Social protection coverage of the world’s 2bn informal economy workers must be improved by ensuring that social insurance systems are adapted to their needs, according to a new report from the OECD and the ILO.
Tackling Vulnerability in the Informal Economy says that even though many who depend on the informal economy for their livelihoods are out of reach of public policies; their lives can and must be improved.
The report underlines that nearly 42% of informally-employed workers live in poverty and hourly wages in the informal economy are on average 51% of formal economy wages. In addition, women are more often found in the most vulnerable forms of informal employment.
A headline recommendation for tackling these issues is to extend contributory social protection to informal economy workers, the report states, and that “much can be learned from the experience of some developing countries” in doing this.
It highlights Brazil’s adapting social insurance contributions to seasonality, supplemented by subsidies; Cabo Verde’s mandatory social insurance contributions for the self-employed; and the Philippines’ voluntary contributions from informal sector wage workers. Harnessing the power of digital and mobile technology and extending social and labour rights to domestic workers are also presented as “crucial” to extending coverage to protect informal economy workers.

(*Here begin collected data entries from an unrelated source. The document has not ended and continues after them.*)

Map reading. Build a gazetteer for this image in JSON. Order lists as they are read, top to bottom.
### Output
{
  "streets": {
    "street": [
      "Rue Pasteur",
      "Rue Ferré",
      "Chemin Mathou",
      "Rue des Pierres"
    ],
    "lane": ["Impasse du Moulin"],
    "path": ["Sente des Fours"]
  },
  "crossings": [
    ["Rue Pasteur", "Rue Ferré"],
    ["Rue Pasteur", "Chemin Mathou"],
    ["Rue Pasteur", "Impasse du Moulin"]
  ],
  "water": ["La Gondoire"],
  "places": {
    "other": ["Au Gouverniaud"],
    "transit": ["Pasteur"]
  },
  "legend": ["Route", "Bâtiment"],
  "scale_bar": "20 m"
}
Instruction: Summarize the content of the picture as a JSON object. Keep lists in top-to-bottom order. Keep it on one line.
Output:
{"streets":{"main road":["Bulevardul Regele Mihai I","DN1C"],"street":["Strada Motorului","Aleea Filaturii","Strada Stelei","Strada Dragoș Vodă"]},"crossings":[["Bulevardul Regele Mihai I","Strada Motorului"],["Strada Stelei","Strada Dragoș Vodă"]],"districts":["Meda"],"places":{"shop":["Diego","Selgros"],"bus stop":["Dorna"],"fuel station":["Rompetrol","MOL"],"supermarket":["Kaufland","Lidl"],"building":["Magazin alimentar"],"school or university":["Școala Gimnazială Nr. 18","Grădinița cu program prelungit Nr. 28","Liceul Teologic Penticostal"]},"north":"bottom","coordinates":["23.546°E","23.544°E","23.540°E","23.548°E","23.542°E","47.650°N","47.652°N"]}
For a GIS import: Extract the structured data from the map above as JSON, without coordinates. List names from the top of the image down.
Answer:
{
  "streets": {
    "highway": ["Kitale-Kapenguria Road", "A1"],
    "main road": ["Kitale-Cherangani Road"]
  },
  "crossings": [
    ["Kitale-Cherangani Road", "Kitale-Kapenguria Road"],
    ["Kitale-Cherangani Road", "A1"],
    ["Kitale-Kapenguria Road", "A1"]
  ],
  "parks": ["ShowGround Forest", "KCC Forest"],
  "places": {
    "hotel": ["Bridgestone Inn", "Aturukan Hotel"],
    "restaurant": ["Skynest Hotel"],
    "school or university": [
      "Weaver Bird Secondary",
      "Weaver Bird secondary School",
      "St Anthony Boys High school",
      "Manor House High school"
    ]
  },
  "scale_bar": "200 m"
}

Based on its research, the OECD recommends that governments worldwide both adapt benefits to the needs and constraints of informal economy workers and subsidise contributions for workers with low-incomes.
The recommendation comes as Development Pathways offers up a multi-tiered child benefit as a previously overlooked, but potentially powerful and more immediate incentive for workers in the informal economy workers to participate in social insurance. This follows Shea McClanahan setting out this idea in a presentation at the February 2019 Universal Child Grant conference.
Shea McClanahan, commenting, said: “The OECD and ILO rightly identify the need to adapt social protection systems to the needs of workers in the informal economy. Especially in countries where the expansion of social insurance systems is a top priority, it’s vital that governments seek innovative solutions to address the key constraints preventing people from joining contributory systems, while still offering adequate protection over the lifecycle to those who lack the ability to pay contributions. If well designed, this can be done in a way that becomes more and more affordable to nations over time.”